- Supplied material
---*---
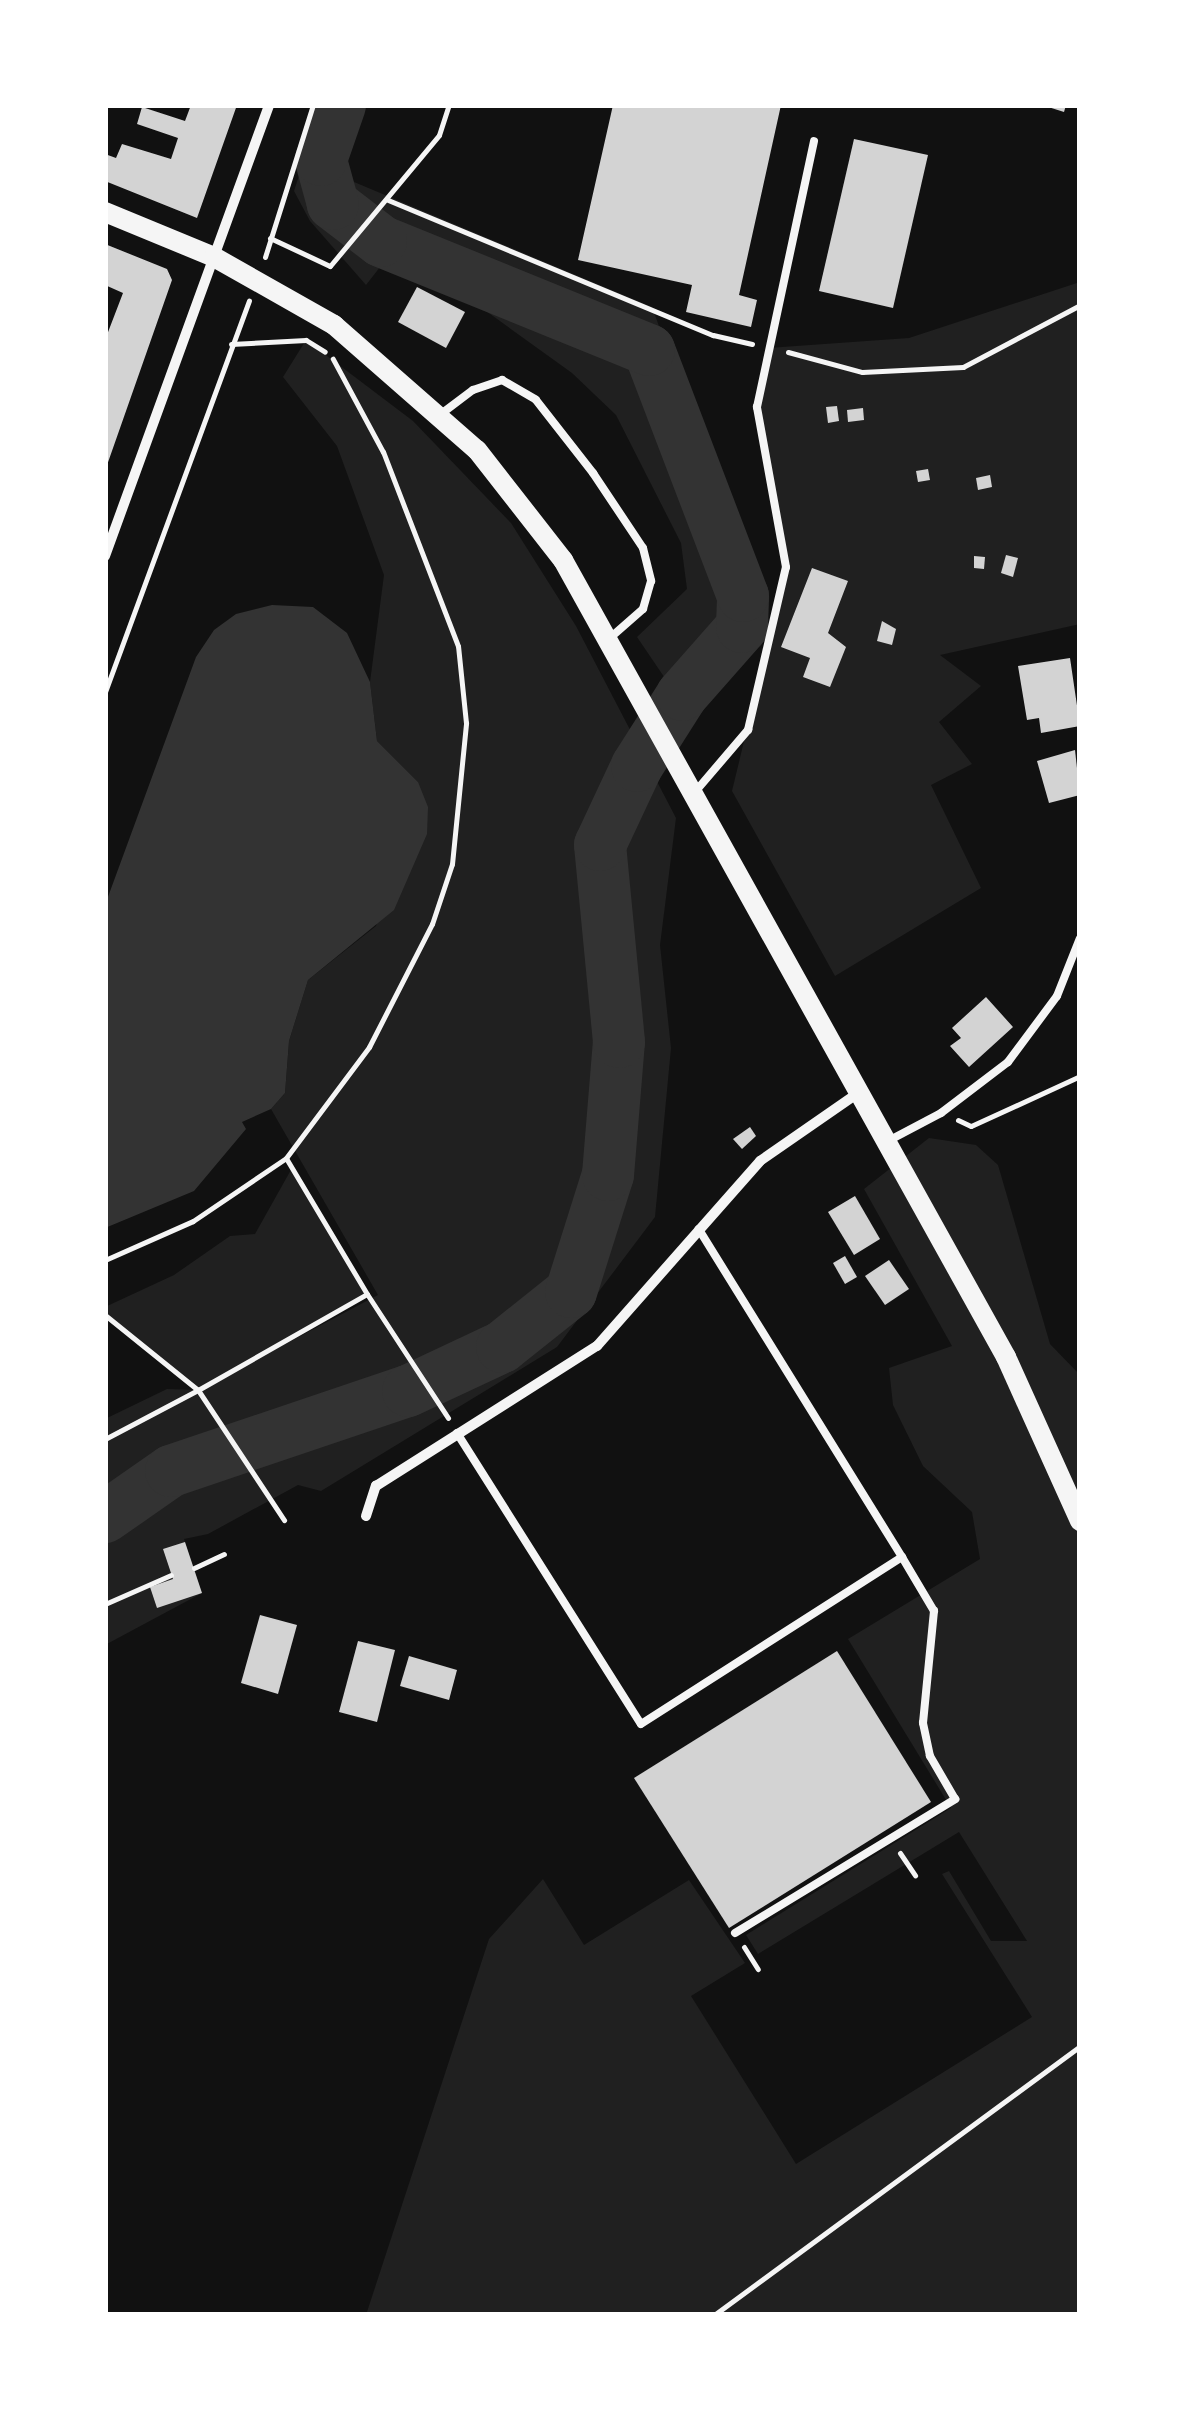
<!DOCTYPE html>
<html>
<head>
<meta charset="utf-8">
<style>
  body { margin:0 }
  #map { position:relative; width:1185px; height:2420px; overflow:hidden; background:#111; font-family:"PT Serif",serif }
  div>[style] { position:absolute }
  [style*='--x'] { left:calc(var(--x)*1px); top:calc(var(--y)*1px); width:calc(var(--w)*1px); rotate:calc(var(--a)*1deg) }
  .green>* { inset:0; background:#202020 }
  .water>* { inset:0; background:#333 }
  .river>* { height:52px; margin:-26px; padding:0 26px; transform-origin:26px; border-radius:26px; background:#333 }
  .building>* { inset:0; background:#d3d3d3 }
  .path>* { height:5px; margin:-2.5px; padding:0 2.5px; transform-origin:2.5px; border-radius:2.5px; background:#f5f5f5 }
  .service>* { height:8px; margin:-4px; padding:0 4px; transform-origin:4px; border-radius:4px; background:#f5f5f5 }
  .minor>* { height:10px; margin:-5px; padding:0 5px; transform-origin:5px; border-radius:5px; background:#f5f5f5 }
  .secondary>* { height:20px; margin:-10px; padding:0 10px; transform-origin:10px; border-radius:10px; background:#f5f5f5 }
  span { translate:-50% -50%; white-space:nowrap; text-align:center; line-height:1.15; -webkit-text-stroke:10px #fff; paint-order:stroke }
  .frame { position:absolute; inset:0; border:108px solid #fff; pointer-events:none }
</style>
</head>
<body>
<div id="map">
  <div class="green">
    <div style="clip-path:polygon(322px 105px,337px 105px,316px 166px,652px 307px,758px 596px,747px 639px,694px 721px,637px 637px,687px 589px,681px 543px,616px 415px,572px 373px,472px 301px,384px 262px,366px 285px,310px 221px,294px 191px)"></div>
    <div style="clip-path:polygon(1080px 282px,1080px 624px,940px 655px,981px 686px,939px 722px,972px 764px,931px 785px,981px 888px,835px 976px,732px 791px,786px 567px,757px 407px,768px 348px,909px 338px)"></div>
    <div style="clip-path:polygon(306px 340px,413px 421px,511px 523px,576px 626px,676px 818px,660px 945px,671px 1048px,655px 1217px,557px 1347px,321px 1491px,298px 1485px,208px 1534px,184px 1539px,202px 1593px,105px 1645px,105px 1419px,167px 1389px,196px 1390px,105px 1315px,105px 1307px,174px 1275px,230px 1236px,255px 1234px,292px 1168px,367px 1294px,240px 1368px,378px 1295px,271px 1109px,285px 1093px,289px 1041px,308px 980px,376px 926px,418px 782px,377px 741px,370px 682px,384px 575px,337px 446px,283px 377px)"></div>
    <div style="clip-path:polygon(929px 1138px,976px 1145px,998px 1165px,1050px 1344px,1080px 1375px,1080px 2315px,366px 2315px,489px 1939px,543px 1879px,584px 1945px,689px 1880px,745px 1963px,691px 1996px,796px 2164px,1032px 2017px,942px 1874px,949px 1871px,991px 1941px,1027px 1941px,959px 1832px,758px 1954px,746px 1935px,951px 1808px,848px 1639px,980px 1559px,972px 1512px,923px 1466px,893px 1405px,889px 1368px,952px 1346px,864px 1189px)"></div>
  </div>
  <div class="water">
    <div style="clip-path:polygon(272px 605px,313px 607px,347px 633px,370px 682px,377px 741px,418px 782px,428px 807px,427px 834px,394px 910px,308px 980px,289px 1041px,285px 1093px,271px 1109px,242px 1122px,246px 1129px,194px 1191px,105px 1228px,105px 905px,196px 657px,214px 630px,236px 614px)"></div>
  </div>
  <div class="river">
    <div style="--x:105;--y:1517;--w:80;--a:-34.9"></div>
    <div style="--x:171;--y:1471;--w:250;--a:-18.7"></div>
    <div style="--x:408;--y:1391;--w:104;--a:-25.1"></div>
    <div style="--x:502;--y:1347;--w:88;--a:-38.6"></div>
    <div style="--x:571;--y:1292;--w:123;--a:-72.5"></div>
    <div style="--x:608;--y:1175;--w:133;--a:-85.3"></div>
    <div style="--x:619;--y:1042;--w:198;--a:-95.5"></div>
    <div style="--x:600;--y:845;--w:87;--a:-64.9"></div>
    <div style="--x:637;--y:766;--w:84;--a:-57.6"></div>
    <div style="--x:682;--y:695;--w:91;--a:-48.6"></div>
    <div style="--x:742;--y:627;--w:31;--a:-88"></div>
    <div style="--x:743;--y:596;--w:263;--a:-110.9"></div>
    <div style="--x:649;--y:350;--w:289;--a:-157.9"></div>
    <div style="--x:381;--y:241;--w:61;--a:-142.4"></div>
    <div style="--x:333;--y:204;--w:46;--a:-105.3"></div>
    <div style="--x:321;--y:160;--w:58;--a:-70.9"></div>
  </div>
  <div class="building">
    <div style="clip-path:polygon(191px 105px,237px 105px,197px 218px,105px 181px,105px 154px,116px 158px,122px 144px,171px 159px,178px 138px,137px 124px,142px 107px,185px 121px)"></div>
    <div style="clip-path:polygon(613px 105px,781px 105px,739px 295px,757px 300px,751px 327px,686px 312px,692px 285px,578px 260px)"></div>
    <div style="clip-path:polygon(1042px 105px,1066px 105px,1064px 112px)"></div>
    <div style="clip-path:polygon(854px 139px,928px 155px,893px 308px,819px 291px)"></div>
    <div style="clip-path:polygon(105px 244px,167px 269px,172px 280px,106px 468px,105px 340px,123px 293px,105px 285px)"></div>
    <div style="clip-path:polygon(417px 287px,465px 312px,446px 348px,398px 322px)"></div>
    <div style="clip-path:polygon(837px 406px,839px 421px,828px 423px,826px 407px)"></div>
    <div style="clip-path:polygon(863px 408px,864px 420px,848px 422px,847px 410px)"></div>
    <div style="clip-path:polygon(928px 469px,930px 480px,918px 482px,916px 471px)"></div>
    <div style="clip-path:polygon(990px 475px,992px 487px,978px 490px,976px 478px)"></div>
    <div style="clip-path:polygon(1006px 555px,1018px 558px,1013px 577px,1001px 573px)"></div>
    <div style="clip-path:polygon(974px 556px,985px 557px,984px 569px,974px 568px)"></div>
    <div style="clip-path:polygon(812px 568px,848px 581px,828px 633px,846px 647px,830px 687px,803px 677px,810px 658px,781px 647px)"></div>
    <div style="clip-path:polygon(882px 621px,896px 629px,892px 645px,877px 641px)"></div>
    <div style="clip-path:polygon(1070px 658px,1080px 726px,1041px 733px,1039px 718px,1027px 720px,1018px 666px)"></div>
    <div style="clip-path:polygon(1075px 750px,1080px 795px,1049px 803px,1037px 761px)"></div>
    <div style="clip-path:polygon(986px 997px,1013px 1027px,969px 1067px,950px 1046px,961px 1038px,952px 1028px)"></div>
    <div style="clip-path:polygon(750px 1127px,756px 1136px,742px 1149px,733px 1139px)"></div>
    <div style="clip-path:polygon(855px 1196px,880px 1239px,854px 1255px,828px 1212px)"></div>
    <div style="clip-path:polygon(845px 1256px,857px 1277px,845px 1284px,833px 1263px)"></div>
    <div style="clip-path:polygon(889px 1260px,909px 1289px,885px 1305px,865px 1276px)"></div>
    <div style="clip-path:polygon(185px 1542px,202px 1593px,157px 1608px,150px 1587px,173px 1579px,163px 1549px)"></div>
    <div style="clip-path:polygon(260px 1615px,297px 1625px,278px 1694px,241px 1683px)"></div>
    <div style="clip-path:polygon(358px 1641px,395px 1650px,377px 1722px,339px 1712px)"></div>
    <div style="clip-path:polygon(837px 1651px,931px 1802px,729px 1928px,634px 1778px)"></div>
    <div style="clip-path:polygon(409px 1656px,457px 1670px,449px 1700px,400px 1686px)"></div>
  </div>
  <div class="path">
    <div style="--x:388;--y:200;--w:352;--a:22.6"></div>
    <div style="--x:713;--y:335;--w:40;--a:13"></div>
    <div style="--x:270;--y:238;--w:66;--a:25"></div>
    <div style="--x:330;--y:266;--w:170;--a:-50.2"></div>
    <div style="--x:439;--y:135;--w:32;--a:-72"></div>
    <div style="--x:265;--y:257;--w:159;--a:-72.5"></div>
    <div style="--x:231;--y:344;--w:75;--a:-3.1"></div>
    <div style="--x:306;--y:340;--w:22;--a:32"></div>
    <div style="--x:788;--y:352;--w:77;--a:15.1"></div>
    <div style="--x:862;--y:372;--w:101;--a:-2.8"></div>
    <div style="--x:963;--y:367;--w:132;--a:-27.9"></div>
    <div style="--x:105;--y:692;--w:417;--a:-69.8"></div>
    <div style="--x:958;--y:1120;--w:14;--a:25"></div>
    <div style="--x:971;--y:1126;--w:120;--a:-24.6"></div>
    <div style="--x:105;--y:1260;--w:96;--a:-23.9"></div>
    <div style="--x:193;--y:1221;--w:112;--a:-34.1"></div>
    <div style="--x:286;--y:1158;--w:139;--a:-53.2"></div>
    <div style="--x:369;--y:1047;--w:138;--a:-62.9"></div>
    <div style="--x:432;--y:924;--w:63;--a:-71.6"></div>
    <div style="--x:452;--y:864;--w:142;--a:-84.3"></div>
    <div style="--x:466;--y:723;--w:77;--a:-95.9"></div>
    <div style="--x:458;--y:646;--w:208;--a:-111.1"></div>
    <div style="--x:383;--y:452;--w:106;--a:-118.3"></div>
    <div style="--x:367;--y:1294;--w:148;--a:56.8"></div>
    <div style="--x:105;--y:1315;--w:119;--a:38.9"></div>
    <div style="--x:198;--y:1390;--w:194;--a:-29.6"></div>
    <div style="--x:367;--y:1294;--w:158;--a:-120.8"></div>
    <div style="--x:105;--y:1439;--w:105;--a:-27.8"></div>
    <div style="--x:198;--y:1390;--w:156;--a:56.5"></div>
    <div style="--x:194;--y:1568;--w:33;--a:-25"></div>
    <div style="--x:105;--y:1604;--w:72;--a:-23.7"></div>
    <div style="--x:900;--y:1853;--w:27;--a:56"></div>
    <div style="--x:744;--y:1947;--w:26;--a:58"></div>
    <div style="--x:714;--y:2315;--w:454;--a:-36.3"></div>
  </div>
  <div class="service">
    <div style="--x:441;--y:414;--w:40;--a:-37"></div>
    <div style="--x:473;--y:390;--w:31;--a:-19"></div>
    <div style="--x:502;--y:380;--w:39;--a:30"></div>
    <div style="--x:536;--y:400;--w:93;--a:52"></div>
    <div style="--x:593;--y:473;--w:90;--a:56.3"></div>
    <div style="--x:643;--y:548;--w:34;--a:76"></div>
    <div style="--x:651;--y:581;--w:29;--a:106"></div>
    <div style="--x:643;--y:609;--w:44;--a:138.7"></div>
    <div style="--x:695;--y:792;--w:82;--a:-49.5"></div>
    <div style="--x:748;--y:730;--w:167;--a:-76.9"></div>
    <div style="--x:786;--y:567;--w:163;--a:-100.3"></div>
    <div style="--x:757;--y:407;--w:272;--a:-77.9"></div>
    <div style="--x:888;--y:1141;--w:60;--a:-27.8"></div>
    <div style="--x:941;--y:1113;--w:84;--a:-37.3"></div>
    <div style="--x:1008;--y:1062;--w:82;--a:-53.4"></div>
    <div style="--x:1057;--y:996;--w:62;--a:-68.4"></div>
    <div style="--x:457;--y:1433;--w:344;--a:57.7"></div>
    <div style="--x:641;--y:1724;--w:310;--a:-32.6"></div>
    <div style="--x:902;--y:1557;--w:386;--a:-121.8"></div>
    <div style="--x:735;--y:1933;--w:258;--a:-31.3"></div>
    <div style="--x:955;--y:1799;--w:50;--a:-120.2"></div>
    <div style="--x:930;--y:1756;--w:34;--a:-102"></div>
    <div style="--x:923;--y:1723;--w:113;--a:-84.4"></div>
    <div style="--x:934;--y:1611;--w:63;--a:-120.7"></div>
  </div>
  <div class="minor">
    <div style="--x:105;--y:556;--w:480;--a:-70"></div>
    <div style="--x:366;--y:1516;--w:32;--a:-72"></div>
    <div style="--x:376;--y:1486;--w:262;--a:-32.4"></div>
    <div style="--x:597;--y:1346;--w:247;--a:-48.6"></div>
    <div style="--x:760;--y:1161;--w:123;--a:-34.7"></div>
  </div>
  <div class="secondary">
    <div style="--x:105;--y:212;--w:118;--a:22.4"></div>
    <div style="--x:214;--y:257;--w:138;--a:29.5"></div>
    <div style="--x:334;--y:325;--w:190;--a:41.2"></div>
    <div style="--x:477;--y:450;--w:140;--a:52"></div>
    <div style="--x:563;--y:560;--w:912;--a:60.93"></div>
    <div style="--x:1006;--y:1357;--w:180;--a:65.7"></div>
  </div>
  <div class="frame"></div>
</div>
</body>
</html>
---*---
- About this exercise
Look through the data above for the string "width" and copy every line where it appears.

- Exercise response
  #map { position:relative; width:1185px; height:2420px; overflow:hidden; background:#111; font-family:"PT Serif",serif }
  [style*='--x'] { left:calc(var(--x)*1px); top:calc(var(--y)*1px); width:calc(var(--w)*1px); rotate:calc(var(--a)*1deg) }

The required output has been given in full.